Quem matou Marcos Vinícius da Silva foi um policial civil, asseguraram testemunhas. Em junho, o adolescente de 14 anos caminhava para a escola no complexo da Maré, onde morava. Sua mãe, a empregada doméstica Bruna da Silva, narrou o último diálogo com o filho. “Ele falou ‘mãe, eu sei quem atirou em mim, eu vi quem atirou em mim. Eu falei ‘meu filho, quem foi que atirou em você?’ ‘Foi o blindado, mãe. Ele não me viu com a roupa da escola’”.
Carregando a camisa escolar ensanguentada do filho, Bruna participou em São Paulo de um protesto de mães. Desabafou: “Eu criei meu filho na comunidade até os 14 anos sem tomar tiro do poder paralelo. Aí, o Estado, que era para proteger e servir meu filho, alveja e assassina ele. Não pode. Chega! Aquela blusa do meu filho é uma vergonha para o Estado e para o Brasil!”.

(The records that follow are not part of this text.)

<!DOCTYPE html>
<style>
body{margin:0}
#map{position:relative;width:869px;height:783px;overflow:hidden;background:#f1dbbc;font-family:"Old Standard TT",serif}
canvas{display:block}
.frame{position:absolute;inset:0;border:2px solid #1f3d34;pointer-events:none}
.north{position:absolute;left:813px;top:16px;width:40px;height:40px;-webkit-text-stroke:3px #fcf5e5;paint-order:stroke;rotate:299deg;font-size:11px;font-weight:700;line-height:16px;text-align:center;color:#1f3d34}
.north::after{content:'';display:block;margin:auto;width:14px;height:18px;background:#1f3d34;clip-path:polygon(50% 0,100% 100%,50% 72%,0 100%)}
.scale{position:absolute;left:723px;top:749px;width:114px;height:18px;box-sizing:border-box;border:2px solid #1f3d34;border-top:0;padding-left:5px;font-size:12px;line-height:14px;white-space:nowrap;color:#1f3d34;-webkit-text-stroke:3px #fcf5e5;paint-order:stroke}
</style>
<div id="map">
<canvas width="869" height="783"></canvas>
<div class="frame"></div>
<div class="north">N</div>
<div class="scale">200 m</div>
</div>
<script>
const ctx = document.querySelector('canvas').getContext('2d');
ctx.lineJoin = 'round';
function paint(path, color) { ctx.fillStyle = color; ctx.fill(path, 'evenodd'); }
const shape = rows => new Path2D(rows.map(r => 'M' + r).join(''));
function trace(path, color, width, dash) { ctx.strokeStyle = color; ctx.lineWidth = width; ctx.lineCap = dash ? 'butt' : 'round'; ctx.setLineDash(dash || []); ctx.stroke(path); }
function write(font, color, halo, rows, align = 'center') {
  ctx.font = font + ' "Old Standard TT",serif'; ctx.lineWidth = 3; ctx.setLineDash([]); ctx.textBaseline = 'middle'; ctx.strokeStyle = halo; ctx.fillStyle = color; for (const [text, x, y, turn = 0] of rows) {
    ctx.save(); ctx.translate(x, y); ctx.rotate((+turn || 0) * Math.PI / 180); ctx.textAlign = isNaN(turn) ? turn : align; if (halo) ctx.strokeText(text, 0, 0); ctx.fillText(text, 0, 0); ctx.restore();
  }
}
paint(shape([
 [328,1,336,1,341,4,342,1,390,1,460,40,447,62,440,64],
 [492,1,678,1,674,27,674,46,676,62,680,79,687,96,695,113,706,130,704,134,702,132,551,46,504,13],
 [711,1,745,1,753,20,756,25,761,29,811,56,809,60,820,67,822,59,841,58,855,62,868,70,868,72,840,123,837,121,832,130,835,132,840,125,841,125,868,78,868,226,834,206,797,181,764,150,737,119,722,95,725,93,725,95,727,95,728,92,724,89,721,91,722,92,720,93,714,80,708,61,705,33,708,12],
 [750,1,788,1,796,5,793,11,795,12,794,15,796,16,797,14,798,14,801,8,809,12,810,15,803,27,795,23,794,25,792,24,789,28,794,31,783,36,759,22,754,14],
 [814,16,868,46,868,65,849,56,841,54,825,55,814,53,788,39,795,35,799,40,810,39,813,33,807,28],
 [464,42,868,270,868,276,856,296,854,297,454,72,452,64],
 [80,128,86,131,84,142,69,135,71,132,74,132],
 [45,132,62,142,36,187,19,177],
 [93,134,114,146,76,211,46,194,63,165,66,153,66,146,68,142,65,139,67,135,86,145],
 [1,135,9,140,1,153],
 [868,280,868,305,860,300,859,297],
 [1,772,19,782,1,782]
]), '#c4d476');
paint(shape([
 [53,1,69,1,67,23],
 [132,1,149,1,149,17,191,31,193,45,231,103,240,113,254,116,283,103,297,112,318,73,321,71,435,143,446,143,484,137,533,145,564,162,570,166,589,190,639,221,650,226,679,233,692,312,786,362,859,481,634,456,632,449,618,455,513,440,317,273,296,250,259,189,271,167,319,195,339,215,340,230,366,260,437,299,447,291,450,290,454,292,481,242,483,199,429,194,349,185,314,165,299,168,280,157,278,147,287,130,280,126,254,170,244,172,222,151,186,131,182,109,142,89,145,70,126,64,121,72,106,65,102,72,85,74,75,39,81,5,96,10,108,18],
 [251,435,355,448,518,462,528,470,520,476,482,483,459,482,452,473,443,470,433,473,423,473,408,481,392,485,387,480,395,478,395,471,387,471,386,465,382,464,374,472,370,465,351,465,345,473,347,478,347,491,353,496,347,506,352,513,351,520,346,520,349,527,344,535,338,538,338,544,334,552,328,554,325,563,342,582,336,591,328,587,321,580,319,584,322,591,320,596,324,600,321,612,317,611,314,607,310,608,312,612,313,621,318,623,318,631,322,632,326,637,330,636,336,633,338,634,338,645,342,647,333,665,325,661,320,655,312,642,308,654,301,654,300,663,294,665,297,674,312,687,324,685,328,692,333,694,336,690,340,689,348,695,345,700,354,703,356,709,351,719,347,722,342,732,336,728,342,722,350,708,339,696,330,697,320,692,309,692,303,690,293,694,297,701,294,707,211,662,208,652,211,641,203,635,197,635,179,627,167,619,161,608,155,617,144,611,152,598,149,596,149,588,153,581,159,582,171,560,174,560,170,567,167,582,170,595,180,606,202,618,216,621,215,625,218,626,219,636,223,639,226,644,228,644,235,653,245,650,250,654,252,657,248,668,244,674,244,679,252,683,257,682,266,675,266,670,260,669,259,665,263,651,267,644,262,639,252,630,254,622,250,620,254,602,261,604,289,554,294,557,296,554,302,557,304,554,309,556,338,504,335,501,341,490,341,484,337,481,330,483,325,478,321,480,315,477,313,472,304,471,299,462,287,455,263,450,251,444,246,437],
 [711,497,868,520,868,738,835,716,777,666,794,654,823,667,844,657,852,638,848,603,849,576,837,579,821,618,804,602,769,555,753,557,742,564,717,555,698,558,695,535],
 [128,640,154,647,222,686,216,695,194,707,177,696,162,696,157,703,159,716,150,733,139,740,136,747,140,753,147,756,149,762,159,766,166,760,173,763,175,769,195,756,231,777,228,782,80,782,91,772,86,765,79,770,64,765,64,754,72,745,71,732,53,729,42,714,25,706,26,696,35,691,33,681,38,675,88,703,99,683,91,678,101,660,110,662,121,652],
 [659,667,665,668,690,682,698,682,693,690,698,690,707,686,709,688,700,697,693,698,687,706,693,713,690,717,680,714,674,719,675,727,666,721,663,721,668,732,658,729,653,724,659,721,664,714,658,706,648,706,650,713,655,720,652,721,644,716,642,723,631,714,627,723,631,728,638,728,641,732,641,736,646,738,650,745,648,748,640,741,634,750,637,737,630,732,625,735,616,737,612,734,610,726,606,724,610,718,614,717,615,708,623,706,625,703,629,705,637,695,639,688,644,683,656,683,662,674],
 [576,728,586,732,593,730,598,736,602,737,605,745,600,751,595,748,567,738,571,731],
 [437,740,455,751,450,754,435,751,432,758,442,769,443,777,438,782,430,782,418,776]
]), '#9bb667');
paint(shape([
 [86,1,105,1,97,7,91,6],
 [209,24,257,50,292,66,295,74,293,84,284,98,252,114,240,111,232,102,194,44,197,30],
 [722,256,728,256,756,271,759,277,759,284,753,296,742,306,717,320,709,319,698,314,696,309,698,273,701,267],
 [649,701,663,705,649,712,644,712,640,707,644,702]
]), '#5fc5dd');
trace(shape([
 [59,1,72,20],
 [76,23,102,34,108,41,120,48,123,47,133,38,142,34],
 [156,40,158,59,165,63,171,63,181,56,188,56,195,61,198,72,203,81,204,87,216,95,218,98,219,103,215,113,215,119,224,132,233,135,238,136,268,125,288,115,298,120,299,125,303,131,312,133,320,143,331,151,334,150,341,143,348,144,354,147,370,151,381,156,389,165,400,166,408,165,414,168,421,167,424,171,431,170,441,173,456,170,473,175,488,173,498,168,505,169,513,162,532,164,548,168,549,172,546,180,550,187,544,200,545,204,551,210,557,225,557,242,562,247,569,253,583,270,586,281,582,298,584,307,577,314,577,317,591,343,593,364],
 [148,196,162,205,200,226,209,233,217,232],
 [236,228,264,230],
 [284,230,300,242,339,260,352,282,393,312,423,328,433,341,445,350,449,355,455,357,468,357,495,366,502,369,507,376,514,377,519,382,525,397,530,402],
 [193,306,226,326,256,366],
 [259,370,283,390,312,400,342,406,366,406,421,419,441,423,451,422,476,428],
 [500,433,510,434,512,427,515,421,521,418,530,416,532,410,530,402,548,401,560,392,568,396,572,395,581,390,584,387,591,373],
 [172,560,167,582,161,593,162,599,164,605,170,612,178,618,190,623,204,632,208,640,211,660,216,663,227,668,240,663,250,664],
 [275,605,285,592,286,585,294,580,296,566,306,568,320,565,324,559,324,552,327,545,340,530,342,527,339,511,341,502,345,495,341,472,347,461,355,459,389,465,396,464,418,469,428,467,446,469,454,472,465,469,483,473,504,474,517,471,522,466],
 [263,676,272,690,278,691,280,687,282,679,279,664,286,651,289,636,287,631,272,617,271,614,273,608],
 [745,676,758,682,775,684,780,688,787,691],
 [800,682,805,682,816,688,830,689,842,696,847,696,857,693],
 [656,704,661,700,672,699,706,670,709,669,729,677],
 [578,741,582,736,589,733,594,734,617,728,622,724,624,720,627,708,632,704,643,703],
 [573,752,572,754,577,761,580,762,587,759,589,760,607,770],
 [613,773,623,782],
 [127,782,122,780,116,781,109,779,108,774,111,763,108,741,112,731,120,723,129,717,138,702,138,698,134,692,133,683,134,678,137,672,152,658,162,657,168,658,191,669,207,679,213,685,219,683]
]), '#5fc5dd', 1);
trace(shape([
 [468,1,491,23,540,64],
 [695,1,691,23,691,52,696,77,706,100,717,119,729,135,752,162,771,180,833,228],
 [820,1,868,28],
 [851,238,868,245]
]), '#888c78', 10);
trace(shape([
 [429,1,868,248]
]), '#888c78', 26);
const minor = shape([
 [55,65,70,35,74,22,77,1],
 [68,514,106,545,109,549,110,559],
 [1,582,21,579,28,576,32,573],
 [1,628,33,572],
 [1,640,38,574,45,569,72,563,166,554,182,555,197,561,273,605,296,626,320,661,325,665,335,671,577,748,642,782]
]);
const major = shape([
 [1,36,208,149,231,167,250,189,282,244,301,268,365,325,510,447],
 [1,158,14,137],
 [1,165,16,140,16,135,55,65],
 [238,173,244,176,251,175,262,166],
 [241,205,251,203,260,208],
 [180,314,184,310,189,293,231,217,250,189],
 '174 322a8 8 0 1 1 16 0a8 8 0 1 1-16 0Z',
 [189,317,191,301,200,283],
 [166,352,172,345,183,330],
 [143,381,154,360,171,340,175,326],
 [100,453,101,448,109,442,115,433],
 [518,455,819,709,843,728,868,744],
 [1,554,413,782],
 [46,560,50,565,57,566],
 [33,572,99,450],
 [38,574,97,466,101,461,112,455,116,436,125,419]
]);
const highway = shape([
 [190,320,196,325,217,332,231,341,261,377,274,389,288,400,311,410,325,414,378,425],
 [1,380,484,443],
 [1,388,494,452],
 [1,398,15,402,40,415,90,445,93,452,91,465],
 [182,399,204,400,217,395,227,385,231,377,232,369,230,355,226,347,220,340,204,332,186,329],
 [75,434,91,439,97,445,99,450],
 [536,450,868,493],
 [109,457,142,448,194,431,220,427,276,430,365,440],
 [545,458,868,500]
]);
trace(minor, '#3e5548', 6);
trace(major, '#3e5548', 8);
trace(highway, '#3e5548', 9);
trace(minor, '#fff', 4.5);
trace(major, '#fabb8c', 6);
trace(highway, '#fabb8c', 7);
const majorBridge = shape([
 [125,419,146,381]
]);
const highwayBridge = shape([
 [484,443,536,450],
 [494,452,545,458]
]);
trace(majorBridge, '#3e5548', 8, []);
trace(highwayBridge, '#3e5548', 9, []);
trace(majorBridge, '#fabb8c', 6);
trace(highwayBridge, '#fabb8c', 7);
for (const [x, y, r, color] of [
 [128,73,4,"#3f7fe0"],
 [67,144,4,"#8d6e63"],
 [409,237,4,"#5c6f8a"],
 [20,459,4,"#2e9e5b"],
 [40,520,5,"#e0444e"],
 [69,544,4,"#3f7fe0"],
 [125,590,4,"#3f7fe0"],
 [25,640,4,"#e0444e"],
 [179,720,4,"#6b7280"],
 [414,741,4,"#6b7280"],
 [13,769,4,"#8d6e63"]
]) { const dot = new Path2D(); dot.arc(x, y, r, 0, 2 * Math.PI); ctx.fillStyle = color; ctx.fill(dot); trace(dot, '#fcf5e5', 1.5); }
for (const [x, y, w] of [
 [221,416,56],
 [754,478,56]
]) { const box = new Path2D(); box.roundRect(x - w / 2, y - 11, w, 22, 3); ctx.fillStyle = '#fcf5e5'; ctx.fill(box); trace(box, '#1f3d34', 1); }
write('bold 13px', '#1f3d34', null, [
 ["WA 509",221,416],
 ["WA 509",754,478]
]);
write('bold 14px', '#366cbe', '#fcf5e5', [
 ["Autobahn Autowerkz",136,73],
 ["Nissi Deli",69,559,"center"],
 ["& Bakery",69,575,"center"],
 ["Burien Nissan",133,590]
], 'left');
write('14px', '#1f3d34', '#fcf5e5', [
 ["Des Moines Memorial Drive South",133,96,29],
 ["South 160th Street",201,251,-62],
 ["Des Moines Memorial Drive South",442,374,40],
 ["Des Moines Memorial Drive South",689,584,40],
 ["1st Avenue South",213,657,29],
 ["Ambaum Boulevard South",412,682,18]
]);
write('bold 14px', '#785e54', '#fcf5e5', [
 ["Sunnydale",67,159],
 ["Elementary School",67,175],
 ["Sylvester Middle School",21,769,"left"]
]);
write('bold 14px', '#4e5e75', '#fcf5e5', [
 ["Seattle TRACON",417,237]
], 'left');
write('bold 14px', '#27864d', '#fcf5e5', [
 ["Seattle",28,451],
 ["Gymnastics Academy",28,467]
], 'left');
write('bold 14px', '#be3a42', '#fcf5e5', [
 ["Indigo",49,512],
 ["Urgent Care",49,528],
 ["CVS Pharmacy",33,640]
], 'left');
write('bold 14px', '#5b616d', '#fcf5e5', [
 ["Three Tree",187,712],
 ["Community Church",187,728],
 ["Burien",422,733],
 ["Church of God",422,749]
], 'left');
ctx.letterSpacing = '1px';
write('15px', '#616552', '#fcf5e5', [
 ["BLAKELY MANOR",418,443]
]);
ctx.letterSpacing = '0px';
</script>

Hoje faz 161 dias que Marielle Franco e Anderson Gomes foram assassinados. O crime continua sem punição.
Sufragistas
Na nova pesquisa presidencial do Ibope, Bolsonaro é o único dos oito primeiros colocados que não colhe no eleitorado feminino nem metade da intenção de votos que obtém no masculino: 13% entre as mulheres e 28% entre os homens, no cenário que Lula lidera com folga. No total, o deputado atrai 18%, atrás de Lula (37%) e à frente de Marina (6%), Geraldo Alckmin e Ciro (ambos com 5%).

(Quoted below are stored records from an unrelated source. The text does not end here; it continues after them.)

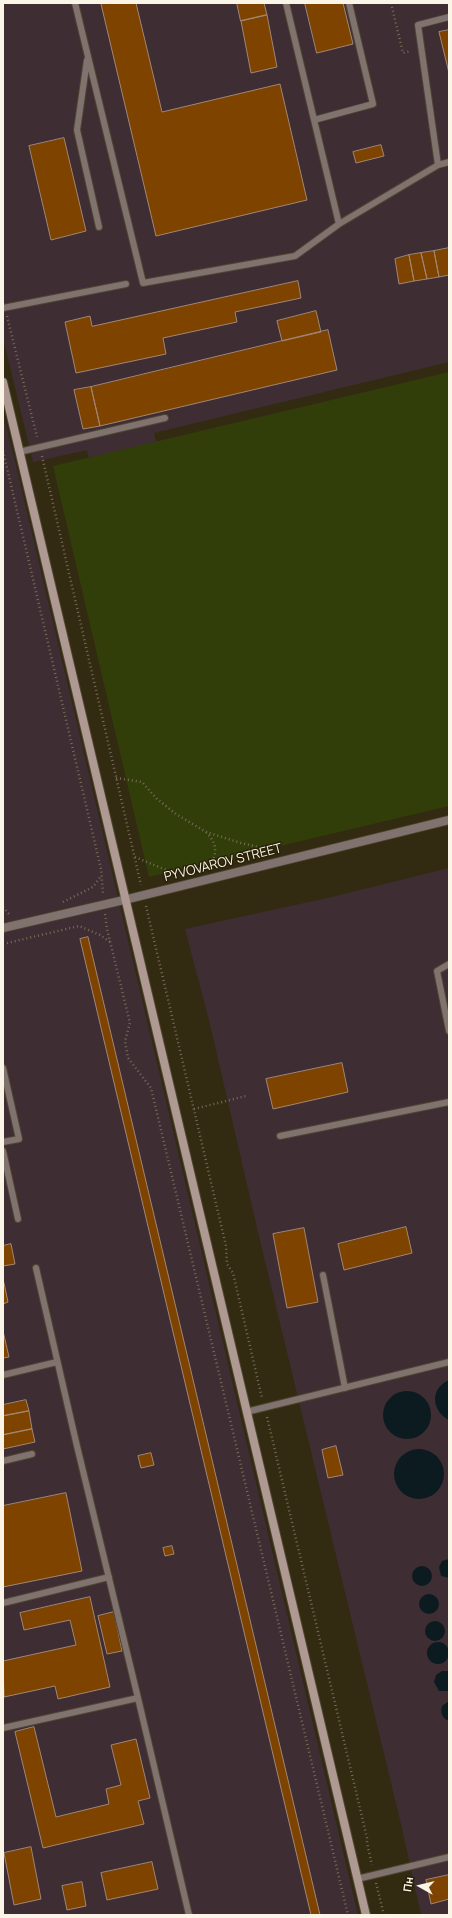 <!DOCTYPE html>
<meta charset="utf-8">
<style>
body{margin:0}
#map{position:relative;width:452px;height:1918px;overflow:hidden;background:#332a12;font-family:Manrope,sans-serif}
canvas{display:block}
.frame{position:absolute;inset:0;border:4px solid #faf5e6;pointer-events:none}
.north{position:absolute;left:400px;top:1866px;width:40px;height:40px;-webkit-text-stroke:3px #292108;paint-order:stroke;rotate:278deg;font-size:11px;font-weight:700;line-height:16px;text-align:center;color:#faf5e6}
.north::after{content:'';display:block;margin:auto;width:14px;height:18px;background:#faf5e6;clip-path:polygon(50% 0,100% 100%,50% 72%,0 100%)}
</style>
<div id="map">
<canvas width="452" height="1918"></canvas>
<div class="frame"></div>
<div class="north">Пн</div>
</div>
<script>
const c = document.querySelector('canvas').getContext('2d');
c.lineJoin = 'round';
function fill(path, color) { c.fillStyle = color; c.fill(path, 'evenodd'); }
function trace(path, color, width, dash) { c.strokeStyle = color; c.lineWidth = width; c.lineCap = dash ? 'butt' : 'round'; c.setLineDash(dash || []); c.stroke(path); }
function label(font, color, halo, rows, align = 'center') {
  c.font = font + ' Manrope,sans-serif'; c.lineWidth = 3; c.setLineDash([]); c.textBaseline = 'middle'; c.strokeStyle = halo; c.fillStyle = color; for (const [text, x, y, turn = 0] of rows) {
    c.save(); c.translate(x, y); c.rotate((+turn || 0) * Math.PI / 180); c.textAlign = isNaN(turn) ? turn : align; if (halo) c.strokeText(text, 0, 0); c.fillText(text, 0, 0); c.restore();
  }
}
const industrial = new Path2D(`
 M3 3H449V362L154 433 170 501 103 517 87 450 33 462 3 338Z
 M3 413 14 457 358 1915H3Z
 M449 868V1915H421L401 1824 258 1232 209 1020 185 929 332 897Z`);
const green = new Path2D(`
 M449 372V806L149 877 53 466Z`);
const water = new Path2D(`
 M449 1380V1420C431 1411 430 1388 449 1380Z
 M383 1415a24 24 0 1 1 48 0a24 24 0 1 1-48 0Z
 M394 1474a25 25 0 1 1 50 0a25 25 0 1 1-50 0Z
 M449 1559V1578L441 1576 439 1567 442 1561Z
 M412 1576a10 10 0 1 1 20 0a10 10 0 1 1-20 0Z
 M419 1604a10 10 0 1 1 20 0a10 10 0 1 1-20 0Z
 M425 1631a10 10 0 1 1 20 0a10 10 0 1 1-20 0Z
 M427 1653a11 11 0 1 1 22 0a11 11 0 1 1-22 0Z
 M442 1671H449V1691H439L434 1682 436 1675Z
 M449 1701V1721C442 1718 440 1713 442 1706Z`);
const building = new Path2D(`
 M104 3H136L162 112 280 84 307 200 156 236 101 4Z
 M237 3H264L267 15 241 21Z
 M305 3H343L353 44 317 53Z
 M267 15 277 67 251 73 241 21Z
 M449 30V73L439 32Z
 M64 138 86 231 51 240 29 146Z
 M381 145 384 156 356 163 353 152Z
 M449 248V275L439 277 434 251Z
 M434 251 439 277 427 279 421 253Z
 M421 253 427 279 414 281 409 255Z
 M409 255 414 281 399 284 395 259Z
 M298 281 301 298 235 312 237 322 163 338 166 354 76 373 65 322 90 316 92 326Z
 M316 311 321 332 282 341 277 321Z
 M328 330 337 370 100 426 91 387Z
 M91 387 100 426 83 429 74 390Z
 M88 937 320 1915H311L80 939Z
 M342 1063 348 1092 273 1109 266 1079Z
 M406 1227 412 1253 344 1270 338 1244Z
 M304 1228 318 1302 287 1308 273 1234Z
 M11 1244 15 1264 3 1266V1246Z
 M4 1283 8 1302 3 1304V1284Z
 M3 1331 9 1357 3 1358Z
 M26 1400 29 1411 3 1416V1405Z
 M29 1411 32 1429 3 1435V1416Z
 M32 1429 35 1442 3 1449V1435Z
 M336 1446 343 1475 328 1478 322 1450Z
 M151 1453 154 1465 141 1468 138 1456Z
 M66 1493 82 1571 3 1587V1506Z
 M172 1546 174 1554 165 1556 163 1548Z
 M90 1597 110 1687 58 1699 55 1686 4 1697 3 1661 76 1645 70 1620 24 1630 20 1613Z
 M114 1612 122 1651 107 1654 98 1616Z
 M34 1727 56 1817 109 1804 106 1789 121 1785 111 1745 136 1739 150 1798 138 1801 144 1824 43 1848 15 1732Z
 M31 1847 41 1899 14 1905 4 1853Z
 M152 1862 158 1889 107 1900 101 1873Z
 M449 1875V1899L431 1904 426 1880Z
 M82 1882 86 1906 67 1910 62 1886Z`);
const path = new Path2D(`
 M391 3 403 53 411 51
 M7 316 37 437
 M3 451 101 869 103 893
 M42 456 141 885
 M116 778 142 782 157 799 176 814 206 832 241 843 275 851
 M206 832C218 845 217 852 210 867
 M135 857 178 875
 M63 902 93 887 101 876
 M146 906 226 1246 227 1264 233 1273 262 1398
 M3 907 9 914
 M105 914 107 929 130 1023 125 1041 128 1058 151 1088 348 1915
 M3 944 79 926 100 935 110 942
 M194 1109 246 1096
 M267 1417 367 1838V1843L372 1865
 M376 1883 384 1915`);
const service = new Path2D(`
 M75 3 143 283 295 256 339 224 286 3
 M87 60 77 130 99 227
 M314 120 373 104 349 3
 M438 165 449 162
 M339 224 438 165 418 25 449 17
 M3 308 126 284
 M19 452 165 418
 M449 964 437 971 449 1031
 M3 1068 19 1139 3 1142
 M280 1136 449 1102
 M3 1151 18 1219
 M36 1268 76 1442 138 1698
 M323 1275 345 1388
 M3 1375 57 1362
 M246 1412 449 1362
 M3 1461 32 1454
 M3 1603 109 1577
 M3 1728 138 1698 189 1915
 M357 1879 449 1857`);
const minor = new Path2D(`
 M124 900 449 820`);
const tertiary = new Path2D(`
 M3 928 124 900`);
const secondary = new Path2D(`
 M3 382 366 1915`);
const streetNames = [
 ["PYVOVAROV STREET",223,863,-14]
];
fill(industrial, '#3f2d34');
fill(green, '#313e0a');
fill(water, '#0c1b1f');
fill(building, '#7f4300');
trace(building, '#a08674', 1);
trace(service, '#4f4630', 8);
trace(minor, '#4f4630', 10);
trace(tertiary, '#4f4630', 10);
trace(secondary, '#4f4630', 10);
trace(path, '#756d58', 2.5, [1, 3]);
trace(service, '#80726e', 6);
trace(minor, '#80726e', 8);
trace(tertiary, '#80726e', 8);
trace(secondary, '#af9993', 8);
label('13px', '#faf5e6', '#292108', streetNames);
</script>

O desempenho de Bolsonaro entre os homens é 115% melhor. Outro contraste expressivo, que contribui para o deputado minguar entre as entrevistadas, é de Marina: a ex-ministra atinge 15% entre elas – 50% a mais – e 10% entre eles. Se somente eleitoras votassem, a dianteira de Lula, com 39%, seria mais ampla (ele se limita a 35% no eleitorado masculino). A candidatura do ex-presidente está na iminência de ser cassada pelo tapetão.
A vantagem de Lula sobre Bolsonaro é imensa também no universo dos brasileiros mais pobres. Entre os de renda familiar até um salário mínimo mensal, o ex-presidente ganha por 53% a 12%. Entre os com mais de cinco salários, Bolsonaro prevalece, com 32% a 17%. A esmagadora maioria das mulheres pobres recusa Bolsonaro.
O problema do extremista de direita é ainda mais grave porque as mulheres compõem 52,5% do eleitorado, com 7.436.871 inscritas a mais. Elas podem fazer a diferença, sobretudo em eventual segundo turno.
Bendita a hora em que as sufragistas saíram às ruas.